## Your objective
The task calls for every line of the data to be retyped exactly.

*** Opening Data listing ***

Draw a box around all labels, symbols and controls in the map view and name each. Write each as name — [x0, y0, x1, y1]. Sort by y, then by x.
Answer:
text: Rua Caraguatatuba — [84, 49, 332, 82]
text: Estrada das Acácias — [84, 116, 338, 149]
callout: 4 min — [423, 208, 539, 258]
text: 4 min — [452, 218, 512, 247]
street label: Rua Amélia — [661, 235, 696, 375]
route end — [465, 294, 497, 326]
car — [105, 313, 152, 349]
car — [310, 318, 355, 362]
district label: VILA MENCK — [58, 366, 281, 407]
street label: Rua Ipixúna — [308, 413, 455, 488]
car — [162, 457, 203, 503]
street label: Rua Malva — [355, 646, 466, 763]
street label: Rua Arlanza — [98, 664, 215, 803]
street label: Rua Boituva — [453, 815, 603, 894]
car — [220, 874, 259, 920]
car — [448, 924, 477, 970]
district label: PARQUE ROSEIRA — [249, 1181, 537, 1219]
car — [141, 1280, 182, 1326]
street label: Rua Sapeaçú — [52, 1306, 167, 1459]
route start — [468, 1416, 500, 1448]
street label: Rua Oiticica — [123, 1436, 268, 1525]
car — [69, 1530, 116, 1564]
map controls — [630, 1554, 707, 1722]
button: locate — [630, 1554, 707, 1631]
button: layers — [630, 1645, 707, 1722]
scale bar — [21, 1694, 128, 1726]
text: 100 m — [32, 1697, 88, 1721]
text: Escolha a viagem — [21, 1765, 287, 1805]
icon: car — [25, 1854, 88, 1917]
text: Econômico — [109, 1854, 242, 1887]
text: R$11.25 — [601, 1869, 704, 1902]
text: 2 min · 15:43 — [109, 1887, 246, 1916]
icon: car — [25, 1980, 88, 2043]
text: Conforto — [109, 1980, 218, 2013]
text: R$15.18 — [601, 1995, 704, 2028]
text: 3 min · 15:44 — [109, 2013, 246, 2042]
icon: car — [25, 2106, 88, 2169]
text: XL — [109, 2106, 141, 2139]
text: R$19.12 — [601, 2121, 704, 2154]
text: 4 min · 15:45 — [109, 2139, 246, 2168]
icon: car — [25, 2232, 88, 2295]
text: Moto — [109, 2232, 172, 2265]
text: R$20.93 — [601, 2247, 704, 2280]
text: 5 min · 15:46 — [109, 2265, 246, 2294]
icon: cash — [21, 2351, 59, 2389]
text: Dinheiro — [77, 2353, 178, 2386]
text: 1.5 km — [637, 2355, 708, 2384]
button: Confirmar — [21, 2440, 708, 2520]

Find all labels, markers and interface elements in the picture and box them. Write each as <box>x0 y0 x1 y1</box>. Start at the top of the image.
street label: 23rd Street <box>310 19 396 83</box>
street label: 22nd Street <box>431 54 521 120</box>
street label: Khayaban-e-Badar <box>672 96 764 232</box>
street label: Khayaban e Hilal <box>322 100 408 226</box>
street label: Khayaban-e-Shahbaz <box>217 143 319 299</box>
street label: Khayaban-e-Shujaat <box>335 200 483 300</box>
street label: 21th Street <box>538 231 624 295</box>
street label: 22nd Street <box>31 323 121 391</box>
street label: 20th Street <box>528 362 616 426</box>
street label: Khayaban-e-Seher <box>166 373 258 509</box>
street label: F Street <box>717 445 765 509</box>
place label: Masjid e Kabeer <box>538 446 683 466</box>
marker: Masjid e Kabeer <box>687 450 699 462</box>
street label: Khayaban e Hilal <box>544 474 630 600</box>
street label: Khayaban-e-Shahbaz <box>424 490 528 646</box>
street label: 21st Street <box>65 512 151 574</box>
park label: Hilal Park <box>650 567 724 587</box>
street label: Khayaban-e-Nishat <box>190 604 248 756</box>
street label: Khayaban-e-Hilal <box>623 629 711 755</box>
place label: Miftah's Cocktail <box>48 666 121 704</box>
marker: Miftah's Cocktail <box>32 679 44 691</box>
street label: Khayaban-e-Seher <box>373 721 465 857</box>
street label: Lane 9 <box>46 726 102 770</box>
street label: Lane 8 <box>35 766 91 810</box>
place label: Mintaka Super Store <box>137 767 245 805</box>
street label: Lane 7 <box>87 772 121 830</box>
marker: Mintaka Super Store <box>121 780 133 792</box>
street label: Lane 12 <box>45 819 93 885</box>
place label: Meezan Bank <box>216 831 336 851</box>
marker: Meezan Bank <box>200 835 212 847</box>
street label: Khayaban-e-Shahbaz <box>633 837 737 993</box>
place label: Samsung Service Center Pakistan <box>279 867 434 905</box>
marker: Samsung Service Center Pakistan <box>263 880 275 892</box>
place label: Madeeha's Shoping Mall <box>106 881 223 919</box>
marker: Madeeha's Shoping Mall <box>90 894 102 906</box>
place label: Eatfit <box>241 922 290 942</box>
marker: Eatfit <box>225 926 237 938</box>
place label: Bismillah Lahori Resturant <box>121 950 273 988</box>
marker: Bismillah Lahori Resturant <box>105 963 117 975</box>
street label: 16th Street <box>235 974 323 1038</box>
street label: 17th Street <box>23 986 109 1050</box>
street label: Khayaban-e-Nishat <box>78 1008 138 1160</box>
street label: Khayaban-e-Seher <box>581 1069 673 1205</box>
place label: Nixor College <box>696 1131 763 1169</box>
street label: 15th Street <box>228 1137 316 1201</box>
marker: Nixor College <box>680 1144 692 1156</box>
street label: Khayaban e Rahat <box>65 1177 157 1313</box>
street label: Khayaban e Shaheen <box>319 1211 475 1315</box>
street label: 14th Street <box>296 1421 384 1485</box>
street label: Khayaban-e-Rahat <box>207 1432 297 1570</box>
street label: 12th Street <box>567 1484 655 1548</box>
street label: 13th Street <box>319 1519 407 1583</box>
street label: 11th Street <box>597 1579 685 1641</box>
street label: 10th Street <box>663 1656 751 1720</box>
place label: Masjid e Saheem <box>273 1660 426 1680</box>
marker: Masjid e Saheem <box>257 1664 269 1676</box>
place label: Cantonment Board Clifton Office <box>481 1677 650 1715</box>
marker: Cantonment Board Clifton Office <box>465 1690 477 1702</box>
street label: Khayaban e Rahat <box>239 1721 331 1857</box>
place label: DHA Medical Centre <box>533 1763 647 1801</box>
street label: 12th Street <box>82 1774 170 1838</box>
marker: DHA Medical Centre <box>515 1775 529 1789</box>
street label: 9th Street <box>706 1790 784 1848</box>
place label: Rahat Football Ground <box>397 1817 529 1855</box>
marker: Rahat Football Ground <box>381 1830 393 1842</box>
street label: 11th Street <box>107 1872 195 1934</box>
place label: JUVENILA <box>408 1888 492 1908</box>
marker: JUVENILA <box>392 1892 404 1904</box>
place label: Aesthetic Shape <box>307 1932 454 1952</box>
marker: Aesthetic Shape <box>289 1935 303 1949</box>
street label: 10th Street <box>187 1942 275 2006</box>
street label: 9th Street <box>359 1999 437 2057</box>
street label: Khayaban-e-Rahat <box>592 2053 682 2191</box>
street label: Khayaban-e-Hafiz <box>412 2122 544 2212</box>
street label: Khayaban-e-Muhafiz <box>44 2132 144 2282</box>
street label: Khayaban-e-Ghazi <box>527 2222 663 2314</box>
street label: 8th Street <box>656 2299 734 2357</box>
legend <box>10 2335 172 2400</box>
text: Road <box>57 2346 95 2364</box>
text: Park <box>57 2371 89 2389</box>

*** Closing Data listing ***

## Exercise response
Draw a box around all labels, symbols and controls in the map view and name each. Write each as name — [x0, y0, x1, y1]. Sort by y, then by x.
Answer:
text: Rua Caraguatatuba — [84, 49, 332, 82]
text: Estrada das Acácias — [84, 116, 338, 149]
callout: 4 min — [423, 208, 539, 258]
text: 4 min — [452, 218, 512, 247]
street label: Rua Amélia — [661, 235, 696, 375]
route end — [465, 294, 497, 326]
car — [105, 313, 152, 349]
car — [310, 318, 355, 362]
district label: VILA MENCK — [58, 366, 281, 407]
street label: Rua Ipixúna — [308, 413, 455, 488]
car — [162, 457, 203, 503]
street label: Rua Malva — [355, 646, 466, 763]
street label: Rua Arlanza — [98, 664, 215, 803]
street label: Rua Boituva — [453, 815, 603, 894]
car — [220, 874, 259, 920]
car — [448, 924, 477, 970]
district label: PARQUE ROSEIRA — [249, 1181, 537, 1219]
car — [141, 1280, 182, 1326]
street label: Rua Sapeaçú — [52, 1306, 167, 1459]
route start — [468, 1416, 500, 1448]
street label: Rua Oiticica — [123, 1436, 268, 1525]
car — [69, 1530, 116, 1564]
map controls — [630, 1554, 707, 1722]
button: locate — [630, 1554, 707, 1631]
button: layers — [630, 1645, 707, 1722]
scale bar — [21, 1694, 128, 1726]
text: 100 m — [32, 1697, 88, 1721]
text: Escolha a viagem — [21, 1765, 287, 1805]
icon: car — [25, 1854, 88, 1917]
text: Econômico — [109, 1854, 242, 1887]
text: R$11.25 — [601, 1869, 704, 1902]
text: 2 min · 15:43 — [109, 1887, 246, 1916]
icon: car — [25, 1980, 88, 2043]
text: Conforto — [109, 1980, 218, 2013]
text: R$15.18 — [601, 1995, 704, 2028]
text: 3 min · 15:44 — [109, 2013, 246, 2042]
icon: car — [25, 2106, 88, 2169]
text: XL — [109, 2106, 141, 2139]
text: R$19.12 — [601, 2121, 704, 2154]
text: 4 min · 15:45 — [109, 2139, 246, 2168]
icon: car — [25, 2232, 88, 2295]
text: Moto — [109, 2232, 172, 2265]
text: R$20.93 — [601, 2247, 704, 2280]
text: 5 min · 15:46 — [109, 2265, 246, 2294]
icon: cash — [21, 2351, 59, 2389]
text: Dinheiro — [77, 2353, 178, 2386]
text: 1.5 km — [637, 2355, 708, 2384]
button: Confirmar — [21, 2440, 708, 2520]

Find all labels, markers and interface elements in the picture and box them. Write each as <box>x0 y0 x1 y1</box>. Start at the top of the image.
street label: 23rd Street <box>310 19 396 83</box>
street label: 22nd Street <box>431 54 521 120</box>
street label: Khayaban-e-Badar <box>672 96 764 232</box>
street label: Khayaban e Hilal <box>322 100 408 226</box>
street label: Khayaban-e-Shahbaz <box>217 143 319 299</box>
street label: Khayaban-e-Shujaat <box>335 200 483 300</box>
street label: 21th Street <box>538 231 624 295</box>
street label: 22nd Street <box>31 323 121 391</box>
street label: 20th Street <box>528 362 616 426</box>
street label: Khayaban-e-Seher <box>166 373 258 509</box>
street label: F Street <box>717 445 765 509</box>
place label: Masjid e Kabeer <box>538 446 683 466</box>
marker: Masjid e Kabeer <box>687 450 699 462</box>
street label: Khayaban e Hilal <box>544 474 630 600</box>
street label: Khayaban-e-Shahbaz <box>424 490 528 646</box>
street label: 21st Street <box>65 512 151 574</box>
park label: Hilal Park <box>650 567 724 587</box>
street label: Khayaban-e-Nishat <box>190 604 248 756</box>
street label: Khayaban-e-Hilal <box>623 629 711 755</box>
place label: Miftah's Cocktail <box>48 666 121 704</box>
marker: Miftah's Cocktail <box>32 679 44 691</box>
street label: Khayaban-e-Seher <box>373 721 465 857</box>
street label: Lane 9 <box>46 726 102 770</box>
street label: Lane 8 <box>35 766 91 810</box>
place label: Mintaka Super Store <box>137 767 245 805</box>
street label: Lane 7 <box>87 772 121 830</box>
marker: Mintaka Super Store <box>121 780 133 792</box>
street label: Lane 12 <box>45 819 93 885</box>
place label: Meezan Bank <box>216 831 336 851</box>
marker: Meezan Bank <box>200 835 212 847</box>
street label: Khayaban-e-Shahbaz <box>633 837 737 993</box>
place label: Samsung Service Center Pakistan <box>279 867 434 905</box>
marker: Samsung Service Center Pakistan <box>263 880 275 892</box>
place label: Madeeha's Shoping Mall <box>106 881 223 919</box>
marker: Madeeha's Shoping Mall <box>90 894 102 906</box>
place label: Eatfit <box>241 922 290 942</box>
marker: Eatfit <box>225 926 237 938</box>
place label: Bismillah Lahori Resturant <box>121 950 273 988</box>
marker: Bismillah Lahori Resturant <box>105 963 117 975</box>
street label: 16th Street <box>235 974 323 1038</box>
street label: 17th Street <box>23 986 109 1050</box>
street label: Khayaban-e-Nishat <box>78 1008 138 1160</box>
street label: Khayaban-e-Seher <box>581 1069 673 1205</box>
place label: Nixor College <box>696 1131 763 1169</box>
street label: 15th Street <box>228 1137 316 1201</box>
marker: Nixor College <box>680 1144 692 1156</box>
street label: Khayaban e Rahat <box>65 1177 157 1313</box>
street label: Khayaban e Shaheen <box>319 1211 475 1315</box>
street label: 14th Street <box>296 1421 384 1485</box>
street label: Khayaban-e-Rahat <box>207 1432 297 1570</box>
street label: 12th Street <box>567 1484 655 1548</box>
street label: 13th Street <box>319 1519 407 1583</box>
street label: 11th Street <box>597 1579 685 1641</box>
street label: 10th Street <box>663 1656 751 1720</box>
place label: Masjid e Saheem <box>273 1660 426 1680</box>
marker: Masjid e Saheem <box>257 1664 269 1676</box>
place label: Cantonment Board Clifton Office <box>481 1677 650 1715</box>
marker: Cantonment Board Clifton Office <box>465 1690 477 1702</box>
street label: Khayaban e Rahat <box>239 1721 331 1857</box>
place label: DHA Medical Centre <box>533 1763 647 1801</box>
street label: 12th Street <box>82 1774 170 1838</box>
marker: DHA Medical Centre <box>515 1775 529 1789</box>
street label: 9th Street <box>706 1790 784 1848</box>
place label: Rahat Football Ground <box>397 1817 529 1855</box>
marker: Rahat Football Ground <box>381 1830 393 1842</box>
street label: 11th Street <box>107 1872 195 1934</box>
place label: JUVENILA <box>408 1888 492 1908</box>
marker: JUVENILA <box>392 1892 404 1904</box>
place label: Aesthetic Shape <box>307 1932 454 1952</box>
marker: Aesthetic Shape <box>289 1935 303 1949</box>
street label: 10th Street <box>187 1942 275 2006</box>
street label: 9th Street <box>359 1999 437 2057</box>
street label: Khayaban-e-Rahat <box>592 2053 682 2191</box>
street label: Khayaban-e-Hafiz <box>412 2122 544 2212</box>
street label: Khayaban-e-Muhafiz <box>44 2132 144 2282</box>
street label: Khayaban-e-Ghazi <box>527 2222 663 2314</box>
street label: 8th Street <box>656 2299 734 2357</box>
legend <box>10 2335 172 2400</box>
text: Road <box>57 2346 95 2364</box>
text: Park <box>57 2371 89 2389</box>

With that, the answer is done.